Cet opéra entre Espagne et France a subi de nombreuses versions de sorte que les quatre heures d’antenne en direct de Salzbourg donnent parfois une image désarticulée de l’ensemble de l’oeuvre La direction du Philarmonique de Vienne par Antonio Pappano, peu habitué, jusqu’ici à Salzbourg ; très délicatement musicien, dirige un cours ultra sensible de l’Orchestre avec des chanteurs hors pair, dont certains célèbres . Mise en scène feutrée de Peter Stein qui réduit trop le bûcher des hérétiques.
A célébrer plusieurs séquences de bravoure plutôt inoubliables.
Don Carlo c’est également l’histoire d’une formidable amitié entre le héros et le Marquis de Posa (Rodrigue) qui connaît les Flandres et leur malheur. Il vit à la Cour, estimé du Roi qui le met en garde contre le grand Inquisiteur. Deux jeunes gens que lie la défense de la liberté dans les Flandres et en Brabant, également maillon faible de l’Empire. Thomas Hampson chante Rodrigue avec générosité et intelligence, d’une grande prudence ce qui le distingue de l’impulsivité de Don Carlo. Ce grand chanteur est l’un des rares personnages à saisir la complexité de la situation et à savoir en assurer la maîtrise. Il calme les esprits d’un petit univers assez hystérique.
La manière dont il tient tête à Philippe II, au cours d’une altercation s’agissant des Flandres plus ou moins réformées, est à la fois, courageuse et lucide, évoquant « la paix des cimetières ». Philipe II juge ces provinces mâtées et calmes. Monde tyrannique, obscurantiste où la menace du grand Inquisiteur est brandie à tout propos. On songe à l’ « Ouverture d’Egmont » de Beethoven d’après Goethe sur le même thème, tout comme notre Don Carlo émane d’une pièce de Schiller. Dans un univers que Verdi, le progressiste, déteste et dénonce sans ménagement. La vaillance de Don Carlo demeure cependant à la hauteur de cette « barbarie », voix imposante qui se rapproche du baryton mais équilibrée par une fort belle sonorité de ténor. Nous l’avions admiré naguère dans « Werther » de Massenet à Bastille et sur Mezzo dans la mise en scène de Benoît Jacquot qui l’avait magnifiquement filmée.

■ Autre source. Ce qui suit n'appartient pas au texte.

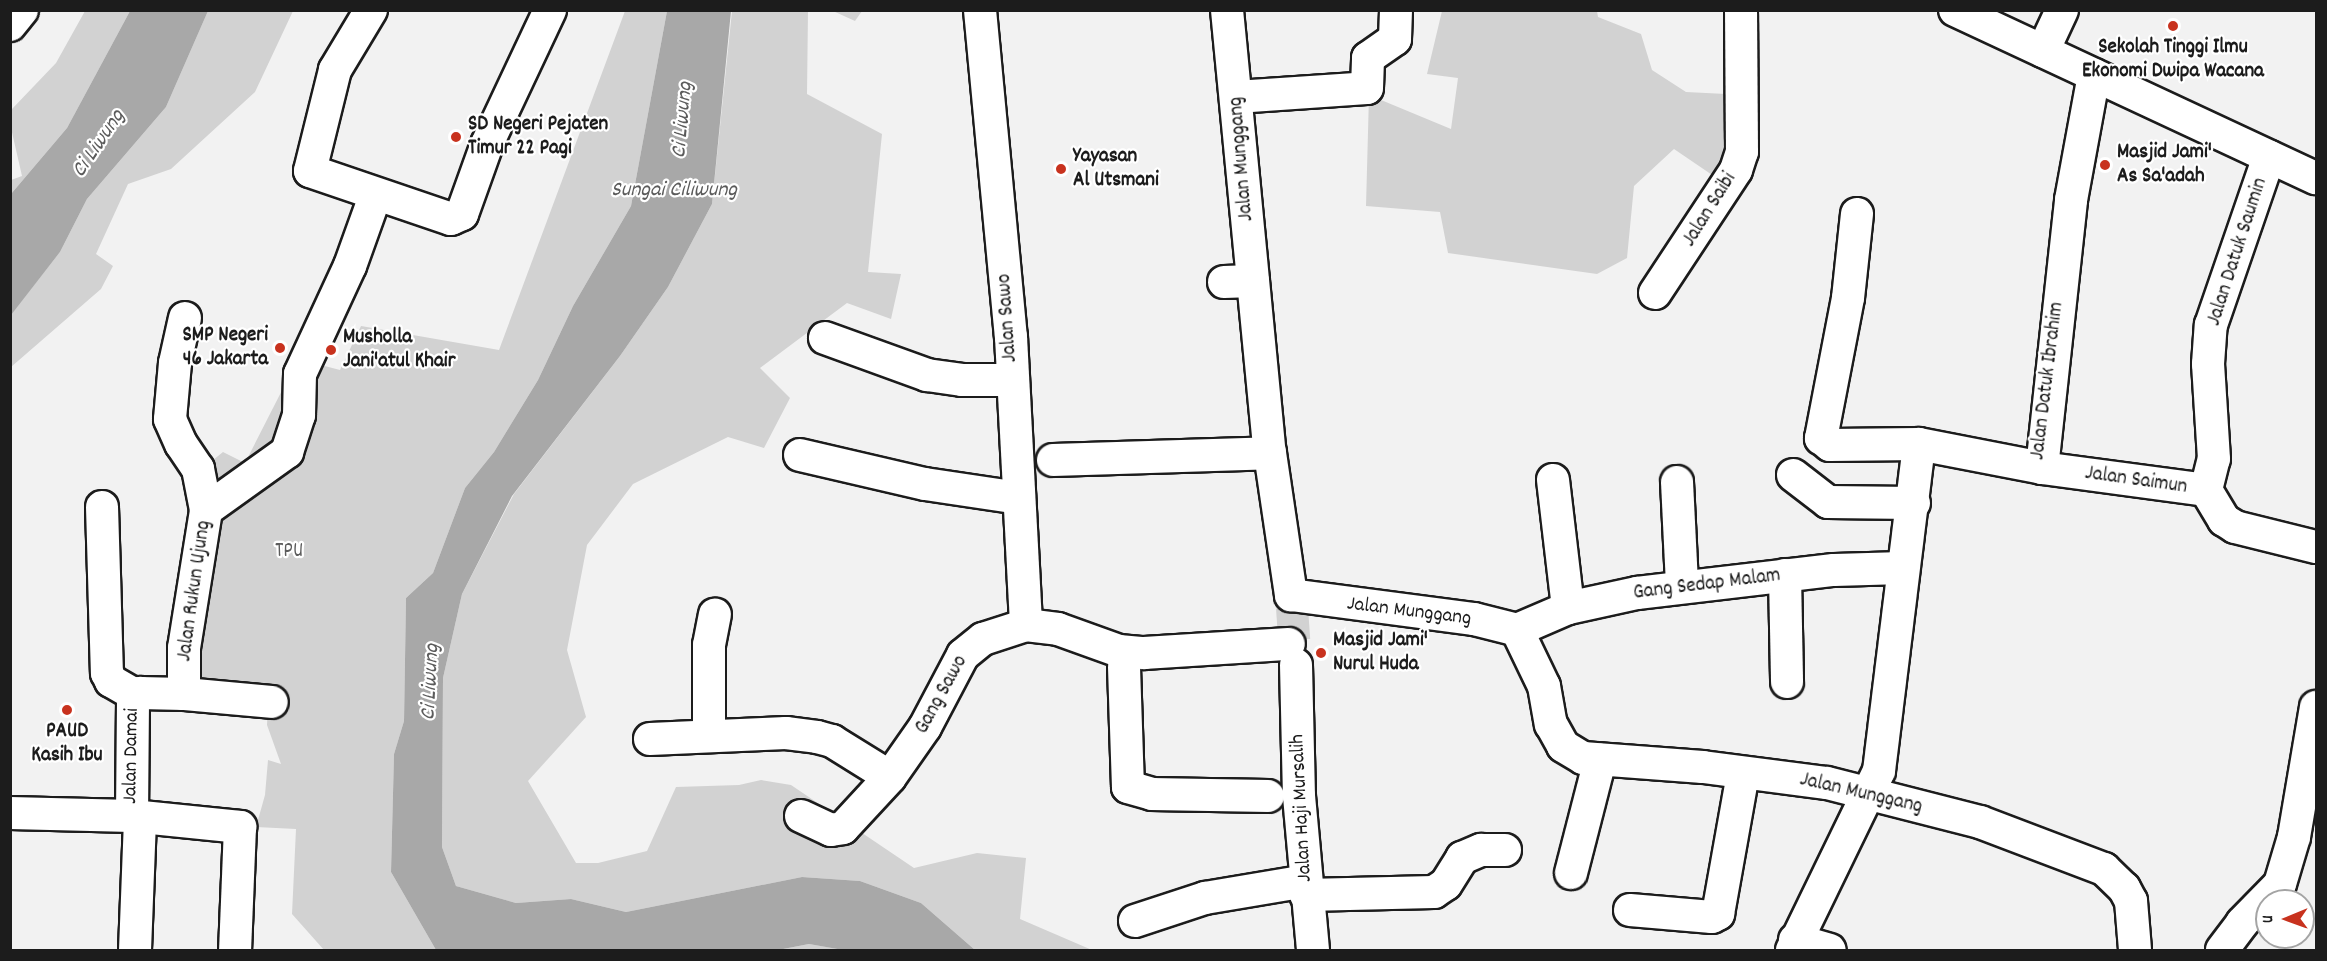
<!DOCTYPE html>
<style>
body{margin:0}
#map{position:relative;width:2327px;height:961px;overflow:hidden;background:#f2f2f2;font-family:Dekko,sans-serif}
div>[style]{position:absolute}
.green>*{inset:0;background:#d2d2d2}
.water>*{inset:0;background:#a8a8a8}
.minor-tunnel>*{height:32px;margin-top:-16px;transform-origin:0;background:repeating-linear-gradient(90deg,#d2d2d2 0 32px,transparent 0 48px)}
.roads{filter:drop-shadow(2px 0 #1c1c1c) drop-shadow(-2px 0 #1c1c1c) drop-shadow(0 2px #1c1c1c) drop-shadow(0 -2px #1c1c1c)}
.minor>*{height:32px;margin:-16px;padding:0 16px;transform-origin:16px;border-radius:16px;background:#fff}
.dots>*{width:16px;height:16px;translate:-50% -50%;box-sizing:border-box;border:3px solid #fff;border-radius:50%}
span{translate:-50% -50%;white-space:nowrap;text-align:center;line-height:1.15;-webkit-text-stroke:4.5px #fff;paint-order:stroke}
.poi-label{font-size:21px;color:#1c1c1c;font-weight:700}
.left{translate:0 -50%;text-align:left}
.right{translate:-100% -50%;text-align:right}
.street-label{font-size:21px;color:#1c1c1c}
.park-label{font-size:21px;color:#5c5c5c}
.water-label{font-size:22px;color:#5b5b5b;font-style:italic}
.frame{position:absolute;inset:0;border:12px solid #1c1c1c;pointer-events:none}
.north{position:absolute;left:2255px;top:889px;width:60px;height:60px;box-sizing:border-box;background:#fff;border:2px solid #a4a4a4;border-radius:50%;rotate:269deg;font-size:16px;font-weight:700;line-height:24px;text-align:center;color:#1c1c1c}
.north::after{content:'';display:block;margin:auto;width:21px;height:27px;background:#c8321e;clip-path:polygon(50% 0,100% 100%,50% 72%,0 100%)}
</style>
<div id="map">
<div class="green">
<div style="clip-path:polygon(85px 11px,130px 11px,67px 128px,11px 194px,11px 180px,22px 176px,11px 128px,12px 109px,56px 63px)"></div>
<div style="clip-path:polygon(208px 11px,293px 11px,255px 92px,171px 169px,128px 184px,96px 254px,113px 266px,101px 289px,11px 367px,10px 315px,60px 252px,87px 199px,166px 107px)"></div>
<div style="clip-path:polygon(625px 11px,667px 11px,631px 206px,573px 306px,538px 380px,494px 452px,465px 488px,433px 573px,406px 598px,404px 721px,394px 754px,391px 872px,436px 950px,324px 950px,292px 914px,296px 829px,256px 827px,265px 795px,268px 760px,281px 764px,267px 725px,268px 706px,176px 691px,177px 578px,185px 561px,193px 500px,187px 481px,223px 452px,245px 463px,298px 359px,340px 370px,361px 326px,499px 350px)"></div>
<div style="clip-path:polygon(732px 11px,808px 11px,807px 94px,882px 134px,868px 272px,901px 274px,891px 319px,847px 303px,760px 368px,790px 398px,764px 448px,728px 437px,633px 484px,587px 545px,567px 650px,586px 717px,528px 781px,576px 863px,598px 863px,647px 851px,676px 787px,739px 785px,761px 780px,791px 785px,914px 868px,977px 853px,1026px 858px,1020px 919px,1092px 950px,975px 950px,921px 903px,860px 881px,802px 877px,626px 912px,571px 899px,516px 903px,456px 886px,442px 847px,443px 678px,462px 594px,514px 494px,620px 356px,668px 287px,712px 204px)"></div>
<div style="clip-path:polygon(833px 11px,862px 11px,855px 21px)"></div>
<div style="clip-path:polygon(1442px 11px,1597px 11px,1598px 17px,1641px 34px,1652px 70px,1686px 92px,1726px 94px,1721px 181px,1674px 149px,1634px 186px,1627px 258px,1597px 274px,1448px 253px,1440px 212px,1366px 206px,1369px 95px,1451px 129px,1458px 78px,1427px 74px)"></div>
<div style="clip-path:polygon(809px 944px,838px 949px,843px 950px,778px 950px)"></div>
</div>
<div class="water">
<div style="clip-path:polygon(130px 11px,208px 11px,166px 107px,87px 199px,60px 252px,11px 315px,11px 194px,67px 128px)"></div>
<div style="clip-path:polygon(667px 11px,731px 11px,712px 204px,668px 287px,620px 356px,512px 496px,462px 594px,443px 678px,442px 847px,456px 886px,516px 903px,571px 899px,626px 912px,802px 877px,860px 881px,921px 903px,975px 950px,843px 950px,809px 944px,778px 950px,436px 950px,391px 872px,394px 754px,404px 721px,406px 598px,433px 573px,465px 488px,494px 452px,538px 380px,573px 306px,631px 206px)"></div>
</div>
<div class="minor-tunnel">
<div style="left:1292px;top:608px;width:57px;rotate:86deg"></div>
</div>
<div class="roads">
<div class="minor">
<div style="left:371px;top:10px;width:70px;rotate:121deg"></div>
<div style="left:335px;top:70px;width:104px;rotate:103.9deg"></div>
<div style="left:310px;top:171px;width:149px;rotate:18.8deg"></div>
<div style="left:451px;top:219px;width:12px;rotate:-24deg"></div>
<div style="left:462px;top:214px;width:74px;rotate:-70.3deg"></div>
<div style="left:487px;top:144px;width:148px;rotate:-64.8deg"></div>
<div style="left:980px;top:10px;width:328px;rotate:84.6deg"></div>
<div style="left:1011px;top:337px;width:288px;rotate:87deg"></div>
<div style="left:1227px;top:10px;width:445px;rotate:84.5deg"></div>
<div style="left:1270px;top:453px;width:144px;rotate:81.6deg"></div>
<div style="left:1291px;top:595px;width:185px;rotate:7.5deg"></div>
<div style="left:1474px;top:619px;width:44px;rotate:14.3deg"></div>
<div style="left:1517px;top:630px;width:62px;rotate:64.3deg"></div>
<div style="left:1544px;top:686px;width:39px;rotate:80deg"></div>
<div style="left:1551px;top:724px;width:25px;rotate:61deg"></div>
<div style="left:1563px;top:746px;width:23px;rotate:31deg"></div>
<div style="left:1583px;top:758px;width:120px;rotate:4.3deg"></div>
<div style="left:1703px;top:767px;width:125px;rotate:7.4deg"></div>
<div style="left:1827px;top:783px;width:158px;rotate:14.3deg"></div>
<div style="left:1980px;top:822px;width:133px;rotate:20.8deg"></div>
<div style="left:2104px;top:869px;width:28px;rotate:44deg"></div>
<div style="left:2124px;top:888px;width:15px;rotate:62deg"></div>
<div style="left:2131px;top:901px;width:49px;rotate:85.3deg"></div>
<div style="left:1955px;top:10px;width:398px;rotate:25deg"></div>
<div style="left:10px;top:25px;width:19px;rotate:-51deg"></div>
<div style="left:2043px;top:51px;width:45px;rotate:-65.1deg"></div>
<div style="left:1236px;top:97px;width:131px;rotate:-3.9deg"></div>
<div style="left:1367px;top:88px;width:30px;rotate:-88deg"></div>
<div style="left:1368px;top:58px;width:33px;rotate:-35deg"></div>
<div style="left:1395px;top:39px;width:29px;rotate:-88deg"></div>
<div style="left:1857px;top:214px;width:84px;rotate:96.1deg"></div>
<div style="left:1848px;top:298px;width:143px;rotate:100.9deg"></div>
<div style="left:1821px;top:438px;width:11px;rotate:38deg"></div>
<div style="left:1830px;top:445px;width:89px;rotate:-0.6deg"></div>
<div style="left:1224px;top:282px;width:29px;rotate:-2deg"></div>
<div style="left:1655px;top:293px;width:147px;rotate:-56.6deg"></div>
<div style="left:1736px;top:170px;width:19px;rotate:-72deg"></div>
<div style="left:1742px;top:152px;width:142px;rotate:-90.4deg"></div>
<div style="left:825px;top:338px;width:109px;rotate:19.9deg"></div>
<div style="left:927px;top:375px;width:35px;rotate:8deg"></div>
<div style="left:962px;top:380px;width:51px"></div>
<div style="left:800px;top:455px;width:128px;rotate:13.1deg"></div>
<div style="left:925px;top:484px;width:95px;rotate:8.5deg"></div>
<div style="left:1053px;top:460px;width:217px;rotate:-1.8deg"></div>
<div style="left:2042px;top:468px;width:165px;rotate:7.6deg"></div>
<div style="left:2206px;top:490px;width:35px;rotate:59deg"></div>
<div style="left:2224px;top:520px;width:13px;rotate:32deg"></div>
<div style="left:2235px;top:527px;width:83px;rotate:13.9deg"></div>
<div style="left:1793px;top:475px;width:44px;rotate:37.6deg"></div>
<div style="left:1828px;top:502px;width:86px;rotate:0.7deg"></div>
<div style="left:1553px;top:480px;width:129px;rotate:83.3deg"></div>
<div style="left:1677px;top:482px;width:104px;rotate:87.2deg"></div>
<div style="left:2206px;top:490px;width:32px;rotate:-76deg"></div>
<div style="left:2214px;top:459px;width:95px;rotate:-93.6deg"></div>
<div style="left:2208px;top:364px;width:39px;rotate:-86deg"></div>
<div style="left:2211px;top:325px;width:178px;rotate:-71deg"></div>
<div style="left:102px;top:507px;width:166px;rotate:88.3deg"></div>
<div style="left:107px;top:673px;width:9px;rotate:63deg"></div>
<div style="left:111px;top:681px;width:28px;rotate:30deg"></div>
<div style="left:206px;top:510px;width:100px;rotate:-35.6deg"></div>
<div style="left:287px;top:452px;width:39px;rotate:-72deg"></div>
<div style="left:299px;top:415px;width:41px;rotate:-88.6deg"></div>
<div style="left:300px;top:374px;width:119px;rotate:-65.2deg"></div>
<div style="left:350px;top:266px;width:74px;rotate:-70.3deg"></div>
<div style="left:1785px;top:575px;width:107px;rotate:88.9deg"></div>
<div style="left:1517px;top:630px;width:56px;rotate:-23.3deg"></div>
<div style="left:1568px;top:608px;width:71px;rotate:-12.3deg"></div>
<div style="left:1637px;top:593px;width:198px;rotate:-6.7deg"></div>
<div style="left:1834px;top:570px;width:69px;rotate:-1.7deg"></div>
<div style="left:1296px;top:665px;width:131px;rotate:88.7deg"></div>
<div style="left:1299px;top:796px;width:155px;rotate:84.8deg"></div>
<div style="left:1124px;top:667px;width:120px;rotate:88.1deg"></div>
<div style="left:1128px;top:787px;width:25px;rotate:16deg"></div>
<div style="left:1152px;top:794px;width:116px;rotate:1deg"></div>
<div style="left:184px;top:694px;width:88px;rotate:5.2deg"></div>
<div style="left:709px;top:736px;width:91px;rotate:-90deg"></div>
<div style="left:709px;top:645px;width:31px;rotate:-79deg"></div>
<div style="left:650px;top:739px;width:136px;rotate:-2.5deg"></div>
<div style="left:786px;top:733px;width:31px;rotate:7deg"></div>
<div style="left:817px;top:737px;width:16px;rotate:15deg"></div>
<div style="left:832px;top:741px;width:68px;rotate:31.8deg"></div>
<div style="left:890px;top:777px;width:61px;rotate:-55deg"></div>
<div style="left:925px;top:727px;width:81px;rotate:-62.2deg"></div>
<div style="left:963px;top:655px;width:26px;rotate:-39deg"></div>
<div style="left:983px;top:639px;width:45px;rotate:-18deg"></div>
<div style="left:1026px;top:625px;width:32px;rotate:7deg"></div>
<div style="left:1058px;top:629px;width:65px;rotate:19.8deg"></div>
<div style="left:1119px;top:651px;width:25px;rotate:5deg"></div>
<div style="left:1144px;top:653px;width:145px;rotate:-3.6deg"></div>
<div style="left:10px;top:813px;width:122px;rotate:1.4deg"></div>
<div style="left:132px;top:816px;width:109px;rotate:5.8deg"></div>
<div style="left:240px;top:827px;width:123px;rotate:92.3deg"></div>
<div style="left:132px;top:816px;width:118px;rotate:-89.5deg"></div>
<div style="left:133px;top:698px;width:9px;rotate:-36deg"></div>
<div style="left:140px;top:693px;width:44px;rotate:1.3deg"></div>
<div style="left:184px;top:694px;width:46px;rotate:-90deg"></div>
<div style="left:184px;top:648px;width:140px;rotate:-80.9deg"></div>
<div style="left:206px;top:510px;width:42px;rotate:-101deg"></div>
<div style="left:198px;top:469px;width:30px;rotate:-124deg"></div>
<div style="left:181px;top:444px;width:27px;rotate:-114deg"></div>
<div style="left:170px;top:419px;width:56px;rotate:-84.9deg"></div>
<div style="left:175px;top:363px;width:46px;rotate:-77.5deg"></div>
<div style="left:801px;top:816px;width:33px;rotate:25deg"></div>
<div style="left:831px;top:830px;width:12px;rotate:-9deg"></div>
<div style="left:843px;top:828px;width:69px;rotate:-47.3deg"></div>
<div style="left:1571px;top:873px;width:117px;rotate:-75.6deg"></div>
<div style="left:1306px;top:895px;width:128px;rotate:-1.3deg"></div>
<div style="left:1434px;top:892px;width:14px;rotate:-34deg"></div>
<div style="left:1446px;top:884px;width:31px;rotate:-58deg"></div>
<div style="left:1462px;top:858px;width:21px;rotate:-23deg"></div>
<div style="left:1481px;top:850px;width:24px"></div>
<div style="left:1630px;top:910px;width:82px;rotate:4.9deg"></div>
<div style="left:1712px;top:917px;width:7px;rotate:-27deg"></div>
<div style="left:1718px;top:914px;width:143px;rotate:-79.9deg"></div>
<div style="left:1135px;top:921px;width:74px;rotate:-18.2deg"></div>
<div style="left:1205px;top:898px;width:101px;rotate:-9.6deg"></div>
<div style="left:1795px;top:940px;width:36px;rotate:16deg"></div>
<div style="left:135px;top:950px;width:133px;rotate:-87.8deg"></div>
<div style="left:1792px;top:950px;width:199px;rotate:-64.1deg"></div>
<div style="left:1879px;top:771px;width:329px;rotate:-83deg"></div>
<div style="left:1919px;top:444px;width:125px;rotate:11deg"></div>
<div style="left:2042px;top:468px;width:270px;rotate:-83.8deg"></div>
<div style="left:2071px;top:200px;width:127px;rotate:-79.6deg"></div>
<div style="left:2222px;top:950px;width:34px;rotate:-53deg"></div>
<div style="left:2242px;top:923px;width:54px;rotate:-45.7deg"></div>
<div style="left:2280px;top:884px;width:49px;rotate:-73.4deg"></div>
<div style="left:2294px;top:837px;width:132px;rotate:-80.4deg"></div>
</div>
</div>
<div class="dots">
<div style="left:2173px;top:26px;background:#c8321e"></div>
<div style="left:456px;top:137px;background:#c8321e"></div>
<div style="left:2105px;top:165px;background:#c8321e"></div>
<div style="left:1061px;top:169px;background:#c8321e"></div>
<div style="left:280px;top:348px;background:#c8321e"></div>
<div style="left:331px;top:350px;background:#c8321e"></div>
<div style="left:1321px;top:653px;background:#c8321e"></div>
<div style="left:67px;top:710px;background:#c8321e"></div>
</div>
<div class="poi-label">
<span style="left:2173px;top:60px">Sekolah Tinggi Ilmu<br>Ekonomi Dwipa Wacana</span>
<span class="left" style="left:468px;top:137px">SD Negeri Pejaten<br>Timur 22 Pagi</span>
<span class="left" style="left:2117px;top:165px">Masjid Jami'<br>As Sa'adah</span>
<span class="left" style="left:1073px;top:169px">Yayasan<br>Al Utsmani</span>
<span class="right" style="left:268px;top:348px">SMP Negeri<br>46 Jakarta</span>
<span class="left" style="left:343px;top:350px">Musholla<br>Jani'atul Khair</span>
<span class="left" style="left:1333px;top:653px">Masjid Jami'<br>Nurul Huda</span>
<span style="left:67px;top:744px">PAUD<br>Kasih Ibu</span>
</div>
<div class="street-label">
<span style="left:1242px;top:159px;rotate:-95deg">Jalan Munggang</span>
<span style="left:1710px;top:210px;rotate:-58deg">Jalan Saibi</span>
<span style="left:2238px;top:252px;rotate:-72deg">Jalan Datuk Saumin</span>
<span style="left:1008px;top:318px;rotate:-94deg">Jalan Sawo</span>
<span style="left:2048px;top:381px;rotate:-83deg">Jalan Datuk Ibrahim</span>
<span style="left:2136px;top:481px;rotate:8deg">Jalan Saimun</span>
<span style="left:1707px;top:585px;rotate:-7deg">Gang Sedap Malam</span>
<span style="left:195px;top:591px;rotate:-82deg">Jalan Rukun Ujung</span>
<span style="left:1409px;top:612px;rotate:7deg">Jalan Munggang</span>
<span style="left:942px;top:695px;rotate:-61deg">Gang Sawo</span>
<span style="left:132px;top:756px;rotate:-89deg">Jalan Damai</span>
<span style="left:1861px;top:794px;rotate:13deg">Jalan Munggang</span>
<span style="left:1302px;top:808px;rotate:-93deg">Jalan Haji Mursalih</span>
</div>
<div class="park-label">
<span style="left:289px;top:552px">TPU</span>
</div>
<div class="water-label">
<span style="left:683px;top:120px;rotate:-85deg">Ci Liwung</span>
<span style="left:99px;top:144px;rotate:-56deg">Ci Liwung</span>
<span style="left:674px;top:191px">Sungai Ciliwung</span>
<span style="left:431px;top:682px;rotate:-87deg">Ci Liwung</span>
</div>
<div class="frame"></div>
<div class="north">U</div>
</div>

Un univers si proche du précipice ne pouvait échapper à la perfidie, en l’occurrence celle de la Princesse Eboli. Ex maîtresse du Roi , amoureuse en secret de Don Carlo et qui révèle, par vengeance, les gros secrets de la situation à Philippe II. Lequel s’égare dans ce labyrinthe de messages. Et s’interroge dans une scène fameuse, un monologue, où triomphe l’illustre Matti Salminen, poignant dans sa chemise de nuit un rien comique. C’est le moment où le drame s’inverse, tout est connu, su : chaque personnage s’accuse de tous les maux. Phlippe II laisse tuer Rodrigue en dépit de sa haute protection ; Rodrigue avait récupéré des documents compromettants de la main de Don Carlo. La Princesse Eboli, hors de ses gonds, se tape la tête contre les murs de la cellule de Philippe II, c’est Ekaterina Semenschuk excellente dans la démesure alors qu’Anja Harteros (Elisabeth) semble succomber à la subjectivité de son drame. Tandis que Charles Quint, retiré du monde humain, ou mort ? sort de sa retraite, et en quelque sorte, sauve Don Carlo qu’il protège là en tant que père (Contrairement à ce qu’à signalé une speakerine). Don Carlo ira dans l’éternité des très grands, mais lui par vertu. Intervention du fantastique dans un univers proche de la destruction cf. « Le Crépuscule des Dieux ». Miracle ou décrochage de la réalité ; intervention du fantastique , chez Peter Stein qui s’étend un bon moment pour que le spectateur/auditeur plongé dans les chœurs et l’orchestre s’imagine délivré à l’image des personnages.